◆ WHAT THE TASK ASKS
Pick out the lines below that contain the string "cover" and copy them all.

::: RECORDS FOR THIS TASK

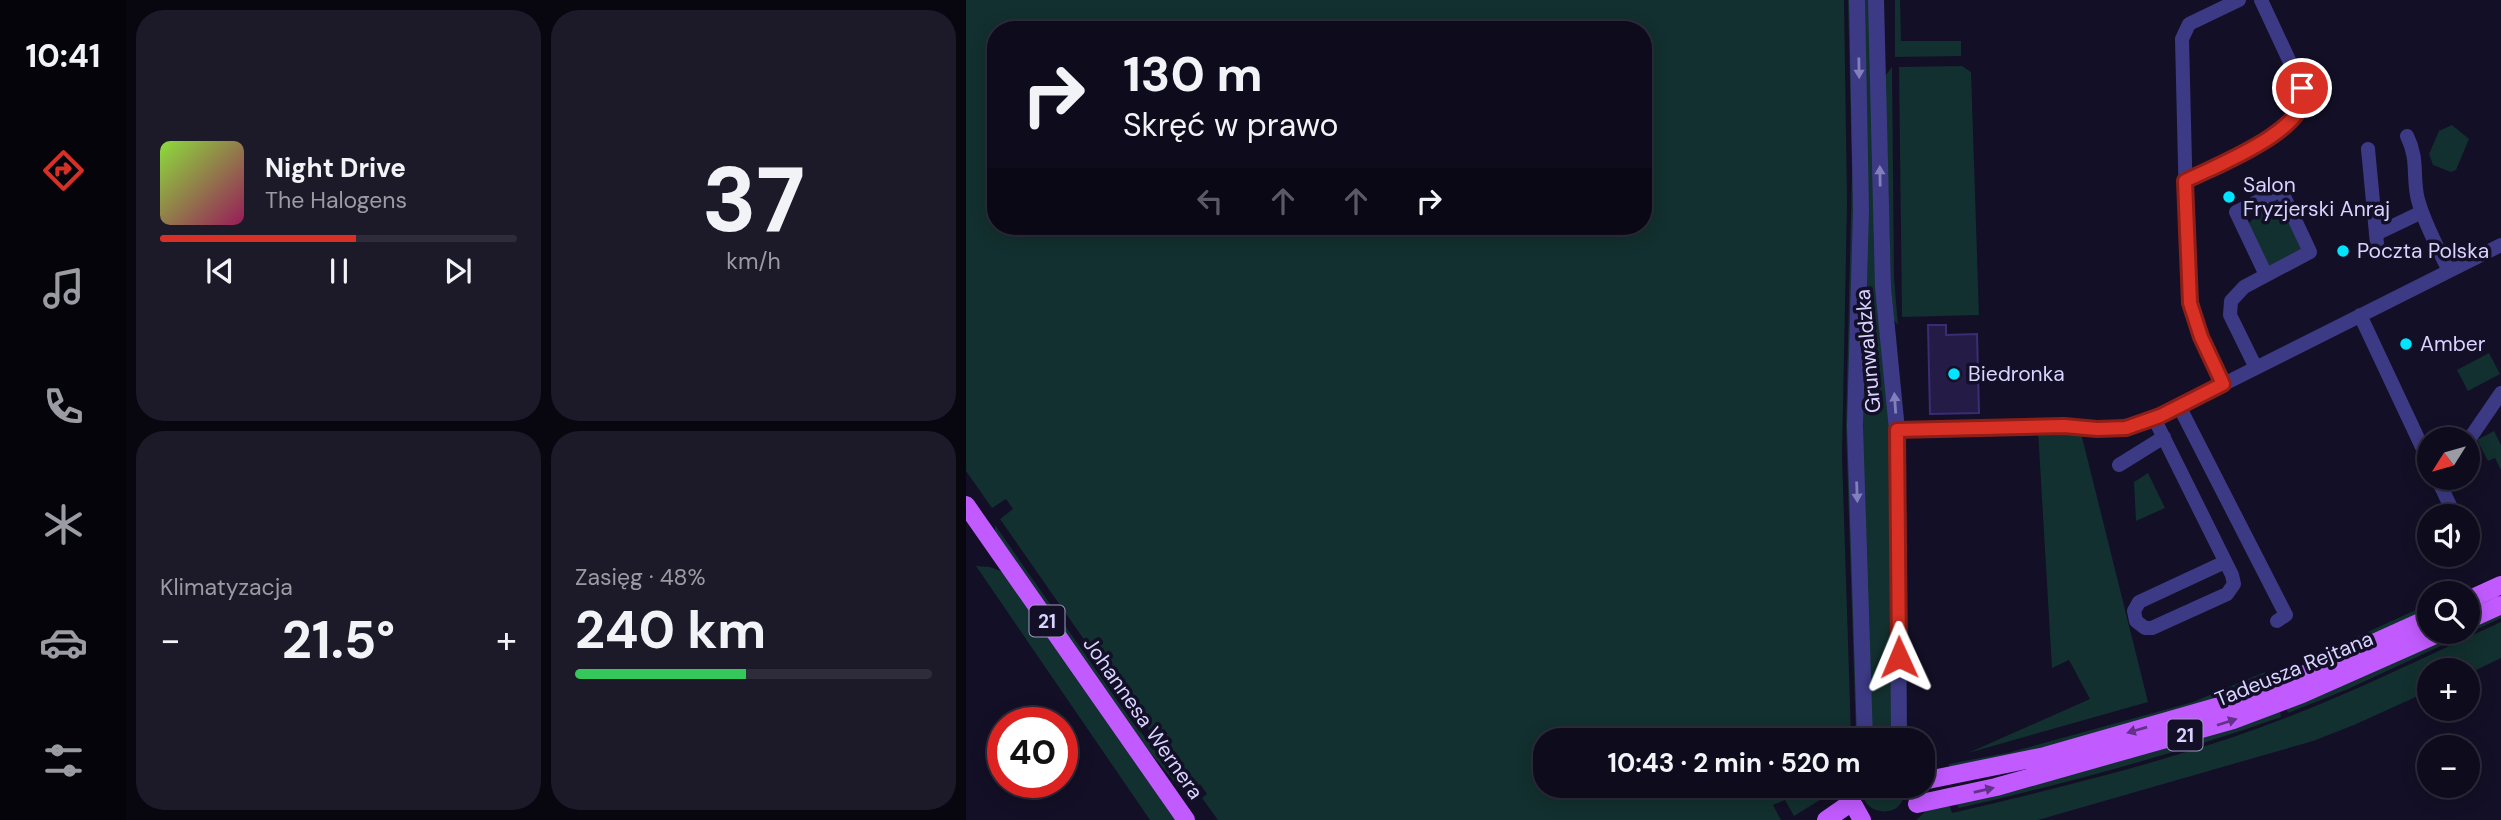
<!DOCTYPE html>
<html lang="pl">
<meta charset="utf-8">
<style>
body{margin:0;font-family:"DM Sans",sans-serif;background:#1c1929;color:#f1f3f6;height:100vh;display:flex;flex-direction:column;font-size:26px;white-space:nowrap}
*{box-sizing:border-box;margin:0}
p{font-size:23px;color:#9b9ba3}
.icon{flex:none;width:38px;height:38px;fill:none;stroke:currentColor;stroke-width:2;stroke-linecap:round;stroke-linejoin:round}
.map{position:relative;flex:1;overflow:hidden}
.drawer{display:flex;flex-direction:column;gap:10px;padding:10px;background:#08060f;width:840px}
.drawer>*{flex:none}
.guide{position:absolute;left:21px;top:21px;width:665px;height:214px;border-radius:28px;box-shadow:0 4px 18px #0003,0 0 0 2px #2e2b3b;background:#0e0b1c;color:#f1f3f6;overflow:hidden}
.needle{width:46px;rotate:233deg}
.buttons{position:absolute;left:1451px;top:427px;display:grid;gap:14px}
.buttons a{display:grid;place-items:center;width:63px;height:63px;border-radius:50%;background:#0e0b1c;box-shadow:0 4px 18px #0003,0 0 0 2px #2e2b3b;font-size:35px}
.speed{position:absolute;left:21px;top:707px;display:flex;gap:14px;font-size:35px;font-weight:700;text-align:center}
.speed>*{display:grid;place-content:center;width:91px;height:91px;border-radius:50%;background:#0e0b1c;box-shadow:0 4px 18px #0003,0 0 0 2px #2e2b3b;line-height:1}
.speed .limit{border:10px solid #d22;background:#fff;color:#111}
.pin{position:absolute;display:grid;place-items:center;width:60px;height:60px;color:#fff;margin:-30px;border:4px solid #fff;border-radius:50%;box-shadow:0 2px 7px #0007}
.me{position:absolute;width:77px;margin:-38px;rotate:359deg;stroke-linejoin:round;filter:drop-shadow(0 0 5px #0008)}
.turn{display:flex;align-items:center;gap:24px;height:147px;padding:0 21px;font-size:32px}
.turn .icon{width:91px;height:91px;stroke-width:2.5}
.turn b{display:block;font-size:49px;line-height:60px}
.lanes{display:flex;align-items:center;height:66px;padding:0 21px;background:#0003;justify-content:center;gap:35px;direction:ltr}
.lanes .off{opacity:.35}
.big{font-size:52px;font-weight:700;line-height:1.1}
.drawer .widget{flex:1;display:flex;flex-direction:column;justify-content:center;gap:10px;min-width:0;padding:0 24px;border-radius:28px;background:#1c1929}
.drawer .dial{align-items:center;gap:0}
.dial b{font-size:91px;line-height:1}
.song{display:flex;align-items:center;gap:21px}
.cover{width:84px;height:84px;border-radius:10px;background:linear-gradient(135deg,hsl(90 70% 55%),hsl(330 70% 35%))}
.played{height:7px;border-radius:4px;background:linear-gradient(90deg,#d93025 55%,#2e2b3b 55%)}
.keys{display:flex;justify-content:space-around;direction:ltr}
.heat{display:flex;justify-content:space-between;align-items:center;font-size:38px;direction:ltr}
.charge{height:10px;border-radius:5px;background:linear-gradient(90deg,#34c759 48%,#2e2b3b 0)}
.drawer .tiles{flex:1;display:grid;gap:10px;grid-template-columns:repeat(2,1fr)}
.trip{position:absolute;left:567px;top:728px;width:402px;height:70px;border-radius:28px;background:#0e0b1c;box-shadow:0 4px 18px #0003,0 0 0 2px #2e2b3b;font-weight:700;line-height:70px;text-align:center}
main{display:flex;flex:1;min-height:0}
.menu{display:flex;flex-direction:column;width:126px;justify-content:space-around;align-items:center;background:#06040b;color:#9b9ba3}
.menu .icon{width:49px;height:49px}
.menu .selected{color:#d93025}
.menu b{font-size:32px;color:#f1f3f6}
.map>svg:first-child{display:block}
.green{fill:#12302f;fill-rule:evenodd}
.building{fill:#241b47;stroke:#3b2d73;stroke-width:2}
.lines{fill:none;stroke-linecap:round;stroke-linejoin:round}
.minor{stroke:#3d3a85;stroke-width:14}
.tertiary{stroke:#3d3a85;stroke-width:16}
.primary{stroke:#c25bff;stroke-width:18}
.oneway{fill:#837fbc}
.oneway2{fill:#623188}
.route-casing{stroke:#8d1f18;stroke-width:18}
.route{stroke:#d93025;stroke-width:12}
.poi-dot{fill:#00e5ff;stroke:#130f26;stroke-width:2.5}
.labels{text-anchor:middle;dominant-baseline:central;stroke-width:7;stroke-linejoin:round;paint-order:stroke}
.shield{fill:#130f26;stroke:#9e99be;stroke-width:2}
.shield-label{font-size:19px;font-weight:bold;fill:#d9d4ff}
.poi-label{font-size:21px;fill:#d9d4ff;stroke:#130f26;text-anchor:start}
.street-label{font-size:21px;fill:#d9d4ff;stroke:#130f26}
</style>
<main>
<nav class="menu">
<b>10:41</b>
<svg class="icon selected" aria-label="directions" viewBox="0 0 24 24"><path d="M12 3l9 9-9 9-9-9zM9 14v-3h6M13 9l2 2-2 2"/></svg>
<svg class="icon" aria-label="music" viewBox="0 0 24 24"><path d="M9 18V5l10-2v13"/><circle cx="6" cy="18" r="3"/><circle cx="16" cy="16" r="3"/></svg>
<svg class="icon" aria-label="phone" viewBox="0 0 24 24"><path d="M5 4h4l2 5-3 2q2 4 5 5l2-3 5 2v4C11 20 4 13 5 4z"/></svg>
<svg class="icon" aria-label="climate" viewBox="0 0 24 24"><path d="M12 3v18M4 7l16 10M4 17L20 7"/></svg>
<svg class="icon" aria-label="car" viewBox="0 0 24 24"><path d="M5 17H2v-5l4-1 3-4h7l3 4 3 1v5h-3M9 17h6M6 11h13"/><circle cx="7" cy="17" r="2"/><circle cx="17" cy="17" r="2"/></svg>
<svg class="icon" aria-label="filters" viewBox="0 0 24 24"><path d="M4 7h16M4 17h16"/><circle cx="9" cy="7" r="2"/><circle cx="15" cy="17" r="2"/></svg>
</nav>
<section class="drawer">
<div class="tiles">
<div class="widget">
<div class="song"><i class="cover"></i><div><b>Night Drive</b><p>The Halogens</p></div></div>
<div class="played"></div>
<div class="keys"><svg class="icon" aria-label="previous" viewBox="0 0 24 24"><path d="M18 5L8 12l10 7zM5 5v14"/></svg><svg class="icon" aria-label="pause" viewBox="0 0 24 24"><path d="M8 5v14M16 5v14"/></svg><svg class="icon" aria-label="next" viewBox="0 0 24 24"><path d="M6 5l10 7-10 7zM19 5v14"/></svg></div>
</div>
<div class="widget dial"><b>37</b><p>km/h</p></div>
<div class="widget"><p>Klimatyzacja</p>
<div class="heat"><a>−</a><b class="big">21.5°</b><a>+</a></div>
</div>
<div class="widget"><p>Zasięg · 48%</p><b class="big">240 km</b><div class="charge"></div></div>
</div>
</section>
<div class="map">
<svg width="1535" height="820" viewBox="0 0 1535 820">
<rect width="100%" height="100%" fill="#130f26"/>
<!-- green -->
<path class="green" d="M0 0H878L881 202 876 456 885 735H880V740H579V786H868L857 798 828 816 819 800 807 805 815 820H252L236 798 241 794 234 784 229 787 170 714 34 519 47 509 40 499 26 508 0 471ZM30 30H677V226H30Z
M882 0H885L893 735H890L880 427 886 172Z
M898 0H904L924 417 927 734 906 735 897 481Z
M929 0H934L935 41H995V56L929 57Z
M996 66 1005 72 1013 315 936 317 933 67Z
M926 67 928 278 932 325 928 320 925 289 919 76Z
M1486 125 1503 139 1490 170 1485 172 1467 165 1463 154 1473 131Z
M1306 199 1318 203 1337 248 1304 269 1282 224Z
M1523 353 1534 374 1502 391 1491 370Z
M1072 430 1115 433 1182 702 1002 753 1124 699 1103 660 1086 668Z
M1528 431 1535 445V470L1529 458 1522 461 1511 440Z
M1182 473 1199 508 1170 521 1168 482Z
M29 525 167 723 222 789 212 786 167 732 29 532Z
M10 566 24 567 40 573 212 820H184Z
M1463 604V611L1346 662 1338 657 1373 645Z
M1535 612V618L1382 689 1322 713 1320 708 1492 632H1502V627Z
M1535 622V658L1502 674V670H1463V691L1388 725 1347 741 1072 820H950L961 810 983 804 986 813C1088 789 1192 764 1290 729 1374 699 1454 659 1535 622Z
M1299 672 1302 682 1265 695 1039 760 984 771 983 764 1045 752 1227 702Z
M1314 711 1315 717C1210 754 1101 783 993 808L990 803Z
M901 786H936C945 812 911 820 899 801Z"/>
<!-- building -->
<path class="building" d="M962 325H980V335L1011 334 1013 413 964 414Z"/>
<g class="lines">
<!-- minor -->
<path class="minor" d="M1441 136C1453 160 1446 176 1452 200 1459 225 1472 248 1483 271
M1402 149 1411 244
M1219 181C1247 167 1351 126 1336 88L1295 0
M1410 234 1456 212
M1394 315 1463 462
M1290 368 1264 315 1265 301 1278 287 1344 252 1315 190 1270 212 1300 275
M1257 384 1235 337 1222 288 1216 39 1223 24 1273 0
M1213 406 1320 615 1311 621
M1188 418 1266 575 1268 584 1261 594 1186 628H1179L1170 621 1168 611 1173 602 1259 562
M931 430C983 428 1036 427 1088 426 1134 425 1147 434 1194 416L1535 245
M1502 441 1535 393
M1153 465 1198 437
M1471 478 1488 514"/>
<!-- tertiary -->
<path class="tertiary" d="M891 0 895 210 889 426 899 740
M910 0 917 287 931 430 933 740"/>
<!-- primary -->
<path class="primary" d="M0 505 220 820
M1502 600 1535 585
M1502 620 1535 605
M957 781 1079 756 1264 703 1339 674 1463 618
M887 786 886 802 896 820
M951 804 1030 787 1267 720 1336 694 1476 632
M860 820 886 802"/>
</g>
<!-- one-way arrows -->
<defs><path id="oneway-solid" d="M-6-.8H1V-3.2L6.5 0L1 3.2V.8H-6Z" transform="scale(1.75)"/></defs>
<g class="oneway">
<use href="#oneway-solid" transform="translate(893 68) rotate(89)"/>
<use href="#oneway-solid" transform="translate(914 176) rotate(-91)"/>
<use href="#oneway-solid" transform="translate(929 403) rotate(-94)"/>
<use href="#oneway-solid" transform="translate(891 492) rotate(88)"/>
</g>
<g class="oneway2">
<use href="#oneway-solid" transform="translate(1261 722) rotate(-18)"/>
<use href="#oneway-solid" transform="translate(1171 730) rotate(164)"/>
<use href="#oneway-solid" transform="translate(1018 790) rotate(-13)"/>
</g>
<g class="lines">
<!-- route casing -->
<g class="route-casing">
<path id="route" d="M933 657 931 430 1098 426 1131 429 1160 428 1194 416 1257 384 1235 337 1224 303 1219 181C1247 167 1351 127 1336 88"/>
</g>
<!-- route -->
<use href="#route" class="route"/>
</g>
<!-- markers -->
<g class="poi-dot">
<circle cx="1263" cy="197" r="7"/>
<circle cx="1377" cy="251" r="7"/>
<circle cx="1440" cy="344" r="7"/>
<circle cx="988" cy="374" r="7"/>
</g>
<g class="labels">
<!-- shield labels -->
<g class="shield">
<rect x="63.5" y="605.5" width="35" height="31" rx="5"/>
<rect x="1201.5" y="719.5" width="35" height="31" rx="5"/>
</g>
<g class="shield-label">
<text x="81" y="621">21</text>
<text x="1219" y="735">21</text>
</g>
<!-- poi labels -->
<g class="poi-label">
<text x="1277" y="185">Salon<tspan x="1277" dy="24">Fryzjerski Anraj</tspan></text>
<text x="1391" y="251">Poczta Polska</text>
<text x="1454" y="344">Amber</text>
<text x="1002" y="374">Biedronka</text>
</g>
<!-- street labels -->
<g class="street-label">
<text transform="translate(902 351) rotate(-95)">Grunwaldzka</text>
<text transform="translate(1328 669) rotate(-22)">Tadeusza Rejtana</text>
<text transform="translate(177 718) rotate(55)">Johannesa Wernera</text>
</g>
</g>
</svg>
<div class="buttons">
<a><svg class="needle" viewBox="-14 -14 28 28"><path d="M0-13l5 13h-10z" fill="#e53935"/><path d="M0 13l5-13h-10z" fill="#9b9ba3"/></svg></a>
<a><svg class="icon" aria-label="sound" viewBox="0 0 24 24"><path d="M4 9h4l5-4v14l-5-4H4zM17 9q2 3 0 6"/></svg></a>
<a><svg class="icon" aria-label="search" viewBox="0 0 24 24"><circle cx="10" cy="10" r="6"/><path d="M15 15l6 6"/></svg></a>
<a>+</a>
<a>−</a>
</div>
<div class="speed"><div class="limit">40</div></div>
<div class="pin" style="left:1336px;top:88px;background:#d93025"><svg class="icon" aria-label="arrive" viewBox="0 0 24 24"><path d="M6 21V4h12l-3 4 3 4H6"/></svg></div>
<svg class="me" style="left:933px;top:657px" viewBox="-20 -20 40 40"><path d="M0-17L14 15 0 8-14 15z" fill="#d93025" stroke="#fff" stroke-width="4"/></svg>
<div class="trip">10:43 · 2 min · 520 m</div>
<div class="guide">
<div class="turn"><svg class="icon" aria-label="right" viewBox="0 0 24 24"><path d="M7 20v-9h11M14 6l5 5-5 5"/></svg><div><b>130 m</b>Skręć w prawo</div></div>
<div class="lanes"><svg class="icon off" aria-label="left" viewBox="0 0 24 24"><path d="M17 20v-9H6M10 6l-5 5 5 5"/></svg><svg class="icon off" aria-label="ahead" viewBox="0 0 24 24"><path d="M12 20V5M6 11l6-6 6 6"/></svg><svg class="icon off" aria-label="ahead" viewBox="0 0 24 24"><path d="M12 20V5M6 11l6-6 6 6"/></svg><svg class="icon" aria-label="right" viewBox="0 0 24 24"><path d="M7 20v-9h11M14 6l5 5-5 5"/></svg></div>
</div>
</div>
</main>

::::::

◆ EXERCISE RESULT
.cover{width:84px;height:84px;border-radius:10px;background:linear-gradient(135deg,hsl(90 70% 55%),hsl(330 70% 35%))}
<div class="song"><i class="cover"></i><div><b>Night Drive</b><p>The Halogens</p></div></div>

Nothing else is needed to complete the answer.